Buba review – a Guy Ritchie-inspired German comedy that is hard to enjoy

By Marc Miller
Published: August 3, 2022 (Last updated: August 4, 2022)


Buba is Guy Ritchie-inspired German comedy that is hard to enjoy, and the story will leave you in the dark if you watched the original series.

This review of the Netflix film Buba does not contain spoilers. 

The German Netflix comedy Buba wants to be a Guy Ritchie comedy that is not easy on the eyes, nor does it go down smooth. It’s a hard film to swallow because none of the characters are likable. In fact, this film’s protagonist, Jakob (Bjarne Mädel), who I could have sworn was being played by David Arquette, is disturbing, often disgusting, and offers downright daft behaviors. Though, Mädel adds a sweet, endearing quality. He is the loveable loser who develops coping skills to feel anything meaningful. The pain is a dangerous variety. We aren’t talking about a paper cut here. The grave is often a bone-crunching type. When it all comes down to it, you care about Buba, but the film in total is the equivalent of a Seinfeld episode where characters act ridiculous, but nothing ever happens.

The story follows the trying times of Jakob Otto. He, as a child, lost his parents in a car accident and secretly opted for a break-dancing competition headlined by Leonardo Dicaprio. (As the film states, “Google it,” because it is very real). This is where he had his first kiss. His brother Dante (Freud’s Georg Fridrich) survives the crash but now, even as an adult, suffers from foreign accent syndrome (FAS) and sounds like he grew up in the United States. He has grown up as a vile, pompous mess with a rat tail and purple highlights. They run a con game in their local town akin to Jimmy McGill. Dante has his brother smashed by cars intentionally, and the driver will give them any cash they have on them to avoid the police and their insurance premiums being raised.

Why does Jakob take the hits? Because he is used to pain. Every time he felt something good as a child, he would take a hammer to one of his fingers, to his cold, cruel, and domineering grandmother’s delight. This has developed a coping fetish where he feels joy through pain. He even becomes a stunt man at a local German Western show. He is set on fire daily and leaps from a balcony. There, he meets Jule (Anita Vulesica), the girl who gave him his first kiss.

Jule owns a local tattoo parlor in town and gets tats all over his body, including in places with the flimsiest skin, so that he can feel the most pain. We are talking elbows, between his fingers and toes, even inside his bottom front lip. Donte has them audition for the local Albanian mob for even more punishment. Once they get in, his crew is called the “fake Albanians. ” Soon, Jakob becomes the star of the group. His penchant for taking an insane amount of punishment for each score gains him everyone’s respect. Well, except his brother’s.

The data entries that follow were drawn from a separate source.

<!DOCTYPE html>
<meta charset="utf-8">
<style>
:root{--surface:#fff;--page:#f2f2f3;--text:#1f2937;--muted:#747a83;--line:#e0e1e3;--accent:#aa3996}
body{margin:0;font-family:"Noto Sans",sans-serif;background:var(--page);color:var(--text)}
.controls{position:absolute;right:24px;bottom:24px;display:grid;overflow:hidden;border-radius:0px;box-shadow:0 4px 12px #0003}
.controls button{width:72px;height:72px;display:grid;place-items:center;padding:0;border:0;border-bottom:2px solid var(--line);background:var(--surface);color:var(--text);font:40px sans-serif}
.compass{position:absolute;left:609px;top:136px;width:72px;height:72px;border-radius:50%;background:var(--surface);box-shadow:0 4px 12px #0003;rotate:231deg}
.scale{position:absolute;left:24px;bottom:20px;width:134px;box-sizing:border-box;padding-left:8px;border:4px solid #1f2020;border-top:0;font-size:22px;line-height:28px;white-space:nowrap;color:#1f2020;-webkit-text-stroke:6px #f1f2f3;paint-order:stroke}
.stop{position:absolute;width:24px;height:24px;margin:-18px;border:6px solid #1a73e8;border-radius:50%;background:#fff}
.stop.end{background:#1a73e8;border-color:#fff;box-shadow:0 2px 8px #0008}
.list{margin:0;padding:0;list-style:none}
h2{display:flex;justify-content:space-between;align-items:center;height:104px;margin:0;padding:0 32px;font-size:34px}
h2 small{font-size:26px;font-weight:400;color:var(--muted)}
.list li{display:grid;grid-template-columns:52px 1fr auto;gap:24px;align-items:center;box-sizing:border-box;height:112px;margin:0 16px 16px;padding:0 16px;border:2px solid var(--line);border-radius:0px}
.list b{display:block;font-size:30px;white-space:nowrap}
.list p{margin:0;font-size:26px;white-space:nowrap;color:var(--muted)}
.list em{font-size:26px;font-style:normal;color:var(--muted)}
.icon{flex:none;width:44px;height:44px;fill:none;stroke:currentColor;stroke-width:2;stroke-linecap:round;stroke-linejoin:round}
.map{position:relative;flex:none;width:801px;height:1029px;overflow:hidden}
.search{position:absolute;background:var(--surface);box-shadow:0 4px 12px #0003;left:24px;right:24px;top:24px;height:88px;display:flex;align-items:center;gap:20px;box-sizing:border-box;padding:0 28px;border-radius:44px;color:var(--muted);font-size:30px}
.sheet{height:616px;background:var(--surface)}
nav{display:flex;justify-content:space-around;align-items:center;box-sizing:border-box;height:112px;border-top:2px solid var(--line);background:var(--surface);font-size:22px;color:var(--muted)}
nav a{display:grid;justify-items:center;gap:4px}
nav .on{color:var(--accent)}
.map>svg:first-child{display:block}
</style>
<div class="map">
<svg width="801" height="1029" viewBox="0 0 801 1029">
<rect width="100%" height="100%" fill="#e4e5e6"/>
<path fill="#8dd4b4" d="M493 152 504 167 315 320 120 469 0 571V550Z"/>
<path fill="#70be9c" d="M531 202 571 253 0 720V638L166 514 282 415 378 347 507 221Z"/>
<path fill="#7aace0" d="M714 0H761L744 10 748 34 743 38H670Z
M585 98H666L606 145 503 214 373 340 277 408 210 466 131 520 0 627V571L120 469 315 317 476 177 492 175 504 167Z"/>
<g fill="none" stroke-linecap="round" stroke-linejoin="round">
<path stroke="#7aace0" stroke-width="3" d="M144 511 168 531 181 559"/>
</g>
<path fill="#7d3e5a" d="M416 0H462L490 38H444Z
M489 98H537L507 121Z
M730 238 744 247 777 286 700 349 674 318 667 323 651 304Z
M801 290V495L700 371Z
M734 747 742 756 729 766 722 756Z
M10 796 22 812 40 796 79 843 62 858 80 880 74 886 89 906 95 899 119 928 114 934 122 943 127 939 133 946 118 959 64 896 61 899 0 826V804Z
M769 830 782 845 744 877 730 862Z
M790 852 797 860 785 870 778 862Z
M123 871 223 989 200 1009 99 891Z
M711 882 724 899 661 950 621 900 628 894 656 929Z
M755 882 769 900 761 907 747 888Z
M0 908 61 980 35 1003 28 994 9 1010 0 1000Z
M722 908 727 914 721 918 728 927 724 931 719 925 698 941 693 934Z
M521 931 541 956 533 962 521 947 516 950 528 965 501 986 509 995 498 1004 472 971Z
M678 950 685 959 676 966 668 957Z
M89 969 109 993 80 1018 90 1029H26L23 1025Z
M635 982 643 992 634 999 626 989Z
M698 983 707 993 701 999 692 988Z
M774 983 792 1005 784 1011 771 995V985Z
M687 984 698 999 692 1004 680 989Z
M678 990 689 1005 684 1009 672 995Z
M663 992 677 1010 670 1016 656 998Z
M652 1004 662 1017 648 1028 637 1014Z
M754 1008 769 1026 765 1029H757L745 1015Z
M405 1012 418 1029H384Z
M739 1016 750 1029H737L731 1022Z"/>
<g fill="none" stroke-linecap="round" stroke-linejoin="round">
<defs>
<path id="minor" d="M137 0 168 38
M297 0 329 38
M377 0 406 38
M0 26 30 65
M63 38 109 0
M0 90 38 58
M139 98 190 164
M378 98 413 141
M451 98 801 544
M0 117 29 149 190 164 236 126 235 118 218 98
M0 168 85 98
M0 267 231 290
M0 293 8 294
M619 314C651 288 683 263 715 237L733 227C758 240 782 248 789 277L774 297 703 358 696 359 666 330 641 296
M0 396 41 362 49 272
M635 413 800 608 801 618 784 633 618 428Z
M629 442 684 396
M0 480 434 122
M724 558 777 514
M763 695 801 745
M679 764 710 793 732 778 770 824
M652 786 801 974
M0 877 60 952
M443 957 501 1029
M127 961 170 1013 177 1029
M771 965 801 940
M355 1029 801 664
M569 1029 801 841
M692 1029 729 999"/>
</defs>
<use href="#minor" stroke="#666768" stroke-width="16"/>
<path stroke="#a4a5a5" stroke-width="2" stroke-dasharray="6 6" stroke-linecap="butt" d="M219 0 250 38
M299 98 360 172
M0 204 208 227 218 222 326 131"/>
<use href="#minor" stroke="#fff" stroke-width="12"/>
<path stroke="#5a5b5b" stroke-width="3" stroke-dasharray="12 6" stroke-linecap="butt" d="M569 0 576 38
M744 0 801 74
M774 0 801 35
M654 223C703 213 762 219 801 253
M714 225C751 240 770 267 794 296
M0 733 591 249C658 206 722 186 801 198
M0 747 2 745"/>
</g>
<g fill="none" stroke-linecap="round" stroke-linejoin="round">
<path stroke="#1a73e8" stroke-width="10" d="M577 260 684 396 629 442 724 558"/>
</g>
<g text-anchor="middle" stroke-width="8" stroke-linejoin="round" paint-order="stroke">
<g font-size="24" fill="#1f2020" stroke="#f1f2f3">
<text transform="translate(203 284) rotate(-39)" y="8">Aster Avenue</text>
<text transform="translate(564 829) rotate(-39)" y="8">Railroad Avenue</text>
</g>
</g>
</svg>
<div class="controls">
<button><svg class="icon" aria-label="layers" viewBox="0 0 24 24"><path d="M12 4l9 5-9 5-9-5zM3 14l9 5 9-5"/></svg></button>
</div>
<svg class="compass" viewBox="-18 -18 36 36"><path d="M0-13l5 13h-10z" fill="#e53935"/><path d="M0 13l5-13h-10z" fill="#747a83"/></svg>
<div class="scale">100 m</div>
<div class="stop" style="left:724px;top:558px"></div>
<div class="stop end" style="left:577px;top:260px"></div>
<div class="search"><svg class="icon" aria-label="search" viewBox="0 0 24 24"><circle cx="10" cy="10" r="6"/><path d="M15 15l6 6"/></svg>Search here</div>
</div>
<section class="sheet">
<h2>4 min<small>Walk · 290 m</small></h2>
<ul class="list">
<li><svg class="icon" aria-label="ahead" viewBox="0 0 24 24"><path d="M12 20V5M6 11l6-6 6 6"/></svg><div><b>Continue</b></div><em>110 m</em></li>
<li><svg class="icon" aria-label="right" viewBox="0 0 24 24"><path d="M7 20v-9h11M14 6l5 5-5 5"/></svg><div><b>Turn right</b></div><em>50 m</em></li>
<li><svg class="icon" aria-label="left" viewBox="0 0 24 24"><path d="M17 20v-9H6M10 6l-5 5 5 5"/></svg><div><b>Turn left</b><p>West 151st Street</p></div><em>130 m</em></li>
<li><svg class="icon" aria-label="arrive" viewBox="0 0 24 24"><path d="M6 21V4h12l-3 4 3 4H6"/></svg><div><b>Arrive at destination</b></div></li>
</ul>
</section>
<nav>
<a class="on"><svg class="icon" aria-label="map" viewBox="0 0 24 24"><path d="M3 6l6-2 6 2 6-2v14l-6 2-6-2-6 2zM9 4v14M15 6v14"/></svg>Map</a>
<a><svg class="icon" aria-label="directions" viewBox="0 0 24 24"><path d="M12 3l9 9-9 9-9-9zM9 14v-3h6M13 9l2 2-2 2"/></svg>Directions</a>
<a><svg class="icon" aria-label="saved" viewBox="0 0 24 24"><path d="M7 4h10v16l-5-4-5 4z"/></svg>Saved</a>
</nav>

Directed by Arne Feldhusen, with a script that went through multiple hands, this is a prequel to How to Sell Drugs Online (Fast). Buba refers to an Albanian folktale, where a harmless animal is led astray by the demon Boller and then turns into a heartless monster, this is the nickname given to Jakob Otto (his name in the original series). Why? Because he has all the spine, it seems like The Cooler’s Bernie Lootz and the luck to boot.

Jakob is perfectly innocuous, a loser, and doesn’t strike fear into anybody. Except no matter how you hit him, he doesn’t stop moving towards you. Either by fist, shovel, or sedan, the fight will end with the Buba leaving you bruised and bloodied. Mädel and Vulesica do have sweet, comfortable chemistry together. It’s refreshing to see a romance between adults of a certain age and those without classical movie star looks.

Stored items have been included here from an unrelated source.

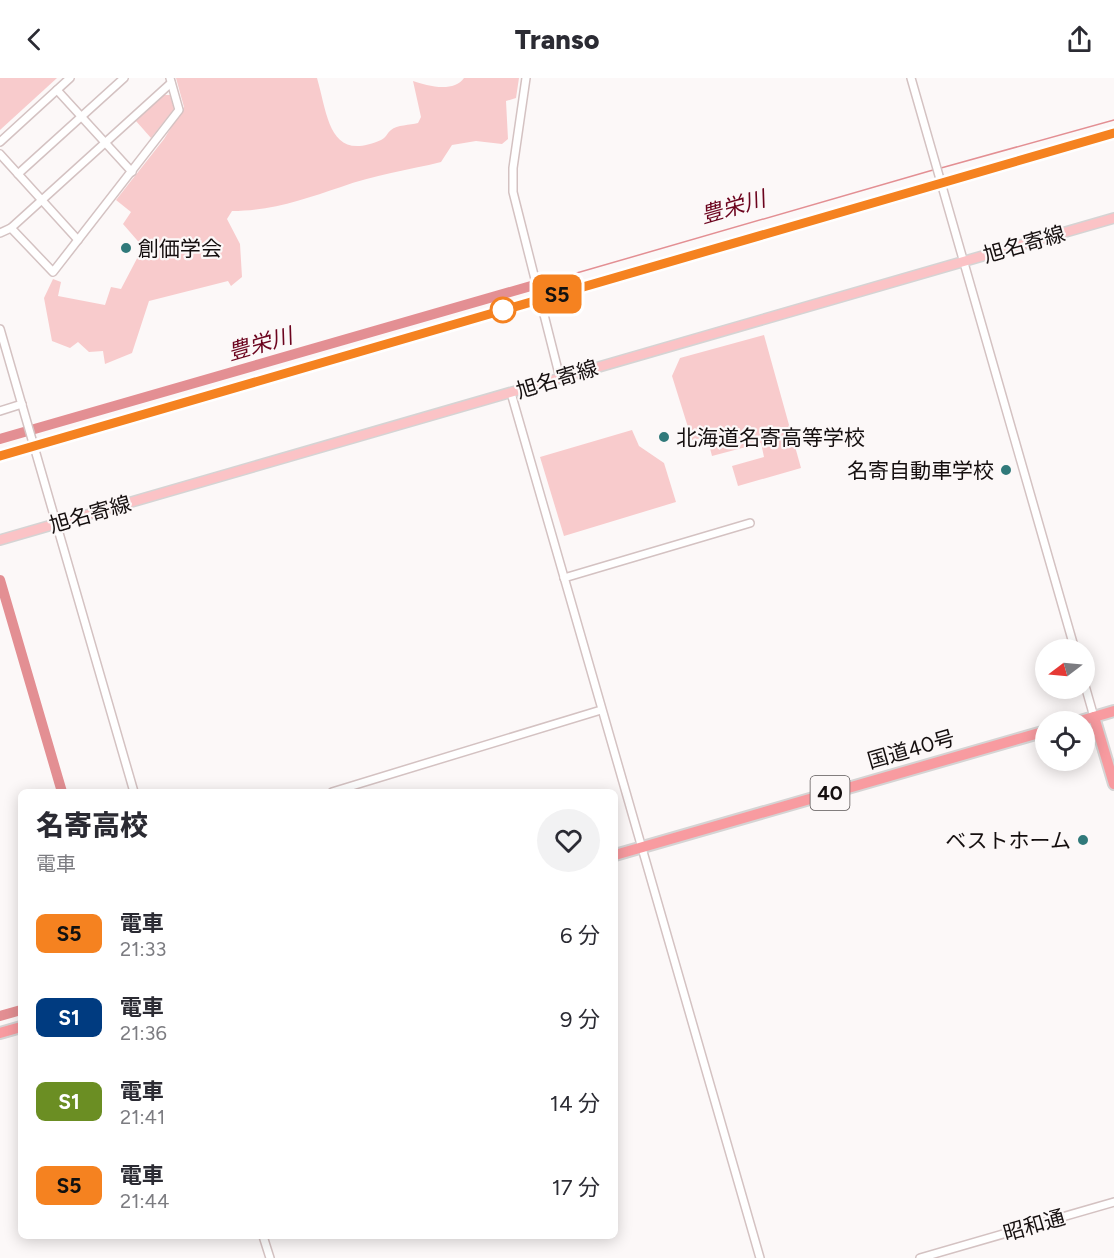 <!DOCTYPE html>
<html lang="ja">
<head>
<meta charset="utf-8">
<style>
  :root { --surface:#fff; --page:#f2f2f3; --text:#2b2b33; --muted:#7c7c81 }
  body { margin:0; font-family:Figtree,"Noto Sans JP",sans-serif; background:var(--page); color:var(--text); height:100vh; display:flex; flex-direction:column; font-size:22px; white-space:nowrap }
  * { box-sizing:border-box; margin:0 }
  p { font-size:20px; color:var(--muted) }
  .icon { flex:none; width:33px; height:33px; fill:none; stroke:currentColor; stroke-width:2; stroke-linecap:round; stroke-linejoin:round }
  .map { position:relative; flex:1; overflow:hidden }
  .sheet { position:absolute; left:18px; top:711px; width:600px; height:450px; display:flex; flex-direction:column; background:var(--surface); border-radius:9px; box-shadow:0 3px 15px #0003 }
  .sheet>* { flex:none }
  .badge { padding:0 12px; border-radius:9px; font-size:21px; line-height:39px }
  .needle { width:39px; rotate:254deg }
  .fabs { position:absolute; left:1035px; top:561px; display:grid; gap:12px }
  .fabs a { display:grid; place-items:center; width:60px; height:60px; border-radius:50%; background:var(--surface); box-shadow:0 3px 15px #0003; font-size:30px }
  .map>.badge { position:absolute; translate:-50% -50%; box-shadow:0 0 0 3px #fff }
  .round { display:grid; place-items:center; flex:none; width:63px; height:63px; border-radius:32px; background:var(--page) }
  .headline { display:flex; align-items:center; justify-content:space-between; height:102px; padding:0 18px }
  h1 { font-size:28px; font-weight:800; line-height:45px }
  ul { padding:0; list-style:none }
  li { display:flex; align-items:center; gap:18px; height:84px; padding:0 18px }
  li div { flex:1 }
  li b { display:block; font-size:22px }
  li em { font-style:normal }
  li .badge { min-width:66px; font-weight:700; text-align:center }
  header { display:flex; justify-content:space-between; align-items:center; height:78px; padding:0 18px; background:var(--surface); font-size:27px; font-weight:800 }
  .map>svg:first-child { display:block }
  .green { fill:#f8cbcc }
  .lines { fill:none; stroke-linecap:round; stroke-linejoin:round }
  .stream { stroke:#e38f93; stroke-width:1.5 }
  .river { stroke:#e38f93; stroke-width:10 }
  .minor-casing { stroke:#d4c2c2; stroke-width:10 }
  .major-casing { stroke:#d5d4d4; stroke-width:12 }
  .highway-casing { stroke:#d5d4d4; stroke-width:14 }
  .minor { stroke:#fff; stroke-width:7 }
  .major { stroke:#fbc3c6; stroke-width:9 }
  .highway { stroke:#f89ba0; stroke-width:10 }
  .rail-casing { stroke:#726d6d; stroke-width:4 }
  .rail { stroke:#fcf8f8; stroke-width:1.5; stroke-dasharray:4.5; stroke-linecap:butt }
  .line-casing { stroke:#fff; stroke-width:14 }
  .line { stroke:#f58220; stroke-width:9 }
  .poi-dot { fill:#30797a; stroke:#fcf8f8; stroke-width:2 }
  .stop-dot { fill:#fff; stroke:#f58220; stroke-width:3 }
  .labels { text-anchor:middle; dominant-baseline:central; stroke-width:4.5; stroke-linejoin:round; paint-order:stroke }
  .shield { fill:#fcf8f8; stroke:#5a5555; stroke-width:1.5 }
  .shield-label { font-size:20px; font-weight:bold; fill:#150f0f }
  .street-label { font-size:21px; fill:#150f0f; stroke:#fcf8f8 }
  .poi-label { font-size:21px; fill:#150f0f; stroke:#fcf8f8; text-anchor:start }
  .water-label { font-size:22px; font-style:italic; fill:#6c041e; stroke:#fcf8f8 }
</style>
</head>
<body>
<header><svg class="icon" aria-label="back" viewBox="0 0 24 24"><path d="M15 5l-7 7 7 7"/></svg>Transo<svg class="icon" aria-label="share" viewBox="0 0 24 24"><path d="M12 15V3M7 8l5-5 5 5M5 13v7h14v-7"/></svg></header>
<div class="map">
<svg width="1114" height="1180" viewBox="0 0 1114 1180">
  <rect width="100%" height="100%" fill="#fcf8f8"/>
  <g class="green">
    <path d="M0 0H57L0 52Z"/>
    <path d="M176 0H317C328 38 329 85 381 62 386 60 387 55 391 52 397 47 410 47 418 45L421 39 413 3C427 8 454 15 464 0H519L516 20 506 23 508 61 502 66 476 63 452 67 441 84C409 92 373 97 341 109 305 121 271 133 232 133L227 141 240 166 242 199 231 208 228 203 149 223 132 275 105 286 103 273 89 274 78 264 70 270 52 263 44 220 53 201 61 204 58 218 105 227 111 209 121 211 143 169 123 146 131 134 116 122 164 61 184 29Z"/>
    <path d="M164 17H170L174 31 151 60 136 43Z"/>
    <path d="M764 257 801 390 738 408 732 388 764 379 761 365 712 378 707 359 692 362 672 298 680 280Z"/>
    <path d="M632 352 639 368 664 385 676 424 564 458 540 379Z"/>
  </g>
  <g class="lines">
    <g class="stream">
      <path d="M941 90 1114 42"/>
      <path d="M542 205 933 92"/>
    </g>
    <g class="river">
      <path d="M0 361 531 208"/>
      <path d="M0 502 62 714"/>
      <path d="M0 938 21 932"/>
    </g>
    <g class="minor-casing">
      <g id="minor">
        <path d="M526 0 513 90V114L560 300"/>
        <path d="M911 0 1075 572"/>
        <path d="M57 12 132 94"/>
        <path d="M0 64 70 0"/>
        <path d="M0 76 78 162"/>
        <path d="M18 96 124 0"/>
        <path d="M11 150 53 194 179 32 170 0"/>
        <path d="M0 155 11 150 171 5"/>
        <path d="M0 251 134 714"/>
        <path d="M511 315 760 1180"/>
        <path d="M0 333 22 326"/>
        <path d="M564 500 750 445"/>
        <path d="M1084 604 1094 639"/>
        <path d="M332 714 601 632"/>
        <path d="M263 1158 270 1180"/>
        <path d="M920 1180 1114 1124"/>
      </g>
    </g>
    <g class="major-casing">
      <path id="major" d="M0 462 1114 140"/>
    </g>
    <g class="highway-casing">
      <g id="highway">
        <path d="M1094 639 1114 706"/>
        <path d="M1077 644 1114 633"/>
        <path d="M615 777 1046 653"/>
        <path d="M0 955 21 949"/>
      </g>
    </g>
    <use href="#minor" class="minor"/>
    <use href="#major" class="major"/>
    <use href="#highway" class="highway"/>
    <g class="rail-casing">
      <path id="rail" d="M0 378 1114 55"/>
    </g>
    <use href="#rail" class="rail"/>
  </g>
  <g class="lines">
    <g class="line-casing">
      <path id="line" d="M0 378 1114 55"/>
    </g>
    <use href="#line" class="line"/>
  </g>
  <g class="poi-dot">
    <circle cx="126" cy="170" r="6"/>
    <circle cx="664" cy="359" r="6"/>
    <circle cx="1006" cy="392" r="6"/>
    <circle cx="1083" cy="762" r="6"/>
  </g>
  <circle class="stop-dot" cx="503" cy="232" r="12"/>
  <g class="labels">
    <rect class="shield" x="810.5" y="698" width="39" height="34" rx="4.5"/>
    <g class="shield-label">
      <text x="830" y="715">40</text>
    </g>
    <g class="street-label">
      <text transform="translate(1024 166) rotate(-16)">旭名寄線</text>
      <text transform="translate(557 301) rotate(-17)">旭名寄線</text>
      <text transform="translate(90 436) rotate(-16)">旭名寄線</text>
      <text transform="translate(911 671) rotate(-16)">国道40号</text>
      <text transform="translate(1034 1147) rotate(-16)">昭和通</text>
    </g>
    <g class="poi-label">
      <text x="138" y="170">創価学会</text>
      <text x="676" y="359">北海道名寄高等学校</text>
      <text x="994" y="392" text-anchor="end">名寄自動車学校</text>
      <text x="1071" y="762" text-anchor="end">ベストホーム</text>
    </g>
    <g class="water-label">
      <text transform="translate(733 129) rotate(-16)">豊栄川</text>
      <text transform="translate(260 266) rotate(-16)">豊栄川</text>
    </g>
  </g>
</svg>
<div class="fabs">
<a><svg class="needle" viewBox="-14 -14 28 28"><path d="M0-13l5 13h-10z" fill="#e53935"/><path d="M0 13l5-13h-10z" fill="#7c7c81"/></svg></a>
<a><svg class="icon" aria-label="locate" viewBox="0 0 24 24"><circle cx="12" cy="12" r="6"/><path d="M12 2v4M12 18v4M2 12h4M18 12h4"/></svg></a>
</div>
<b class="badge" style="left:557px;top:216px;background:#f58220;color:#111">S5</b>
<section class="sheet">
<div class="headline"><div><h1>名寄高校</h1><p>電車</p></div><a class="round"><svg class="icon" aria-label="heart" viewBox="0 0 24 24"><path d="M12 20l-8-8c-3-5 5-10 8-4 3-6 11-1 8 4z"/></svg></a></div>
<ul>
<li><span class="badge" style="background:#f58220;color:#111">S5</span><div><b>電車</b><p>21:33</p></div><em>6 分</em></li>
<li><span class="badge" style="background:#003b80;color:#fff">S1</span><div><b>電車</b><p>21:36</p></div><em>9 分</em></li>
<li><span class="badge" style="background:#6b8e23;color:#fff">S1</span><div><b>電車</b><p>21:41</p></div><em>14 分</em></li>
<li><span class="badge" style="background:#f58220;color:#111">S5</span><div><b>電車</b><p>21:44</p></div><em>17 分</em></li>
</ul>
</section>
</div>
</body>
</html>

While you may enjoy Mädel’s Buba, the remaining supporting cast is a hard sell. You will have difficulty enjoying anyone here as their behaviors make it hard to care about the character’s outcomes. The script has a clever opening sequence repeated twice, but the sequence is head-scratching. The writers are asking the audience to believe something was an accident. However, the scenes are not adequately explained or sold, where they could have easily been worked towards dark humor. The other problem is there is no discernable plot, and the script must be much funnier and create an atmosphere that builds connections to its cast of characters. That doesn’t happen here.

For all of Feldhusen’s Guy Ritchie gusto, it was hard to find anything that makes Mädel’s Buba worth your time watching. Still, I made excuses and waited for Buba’s lack of a story to meld with the script’s offbeat cohesion. It is the equivalent of an above-average dive bar. Yes, I have never watched the original series, but if this film requires viewing of the series to be enjoyable or offer explanations, the script isn’t doing its job. Unfortunately, there are too many flaws in Buba’s end product to provide a mild recommendation.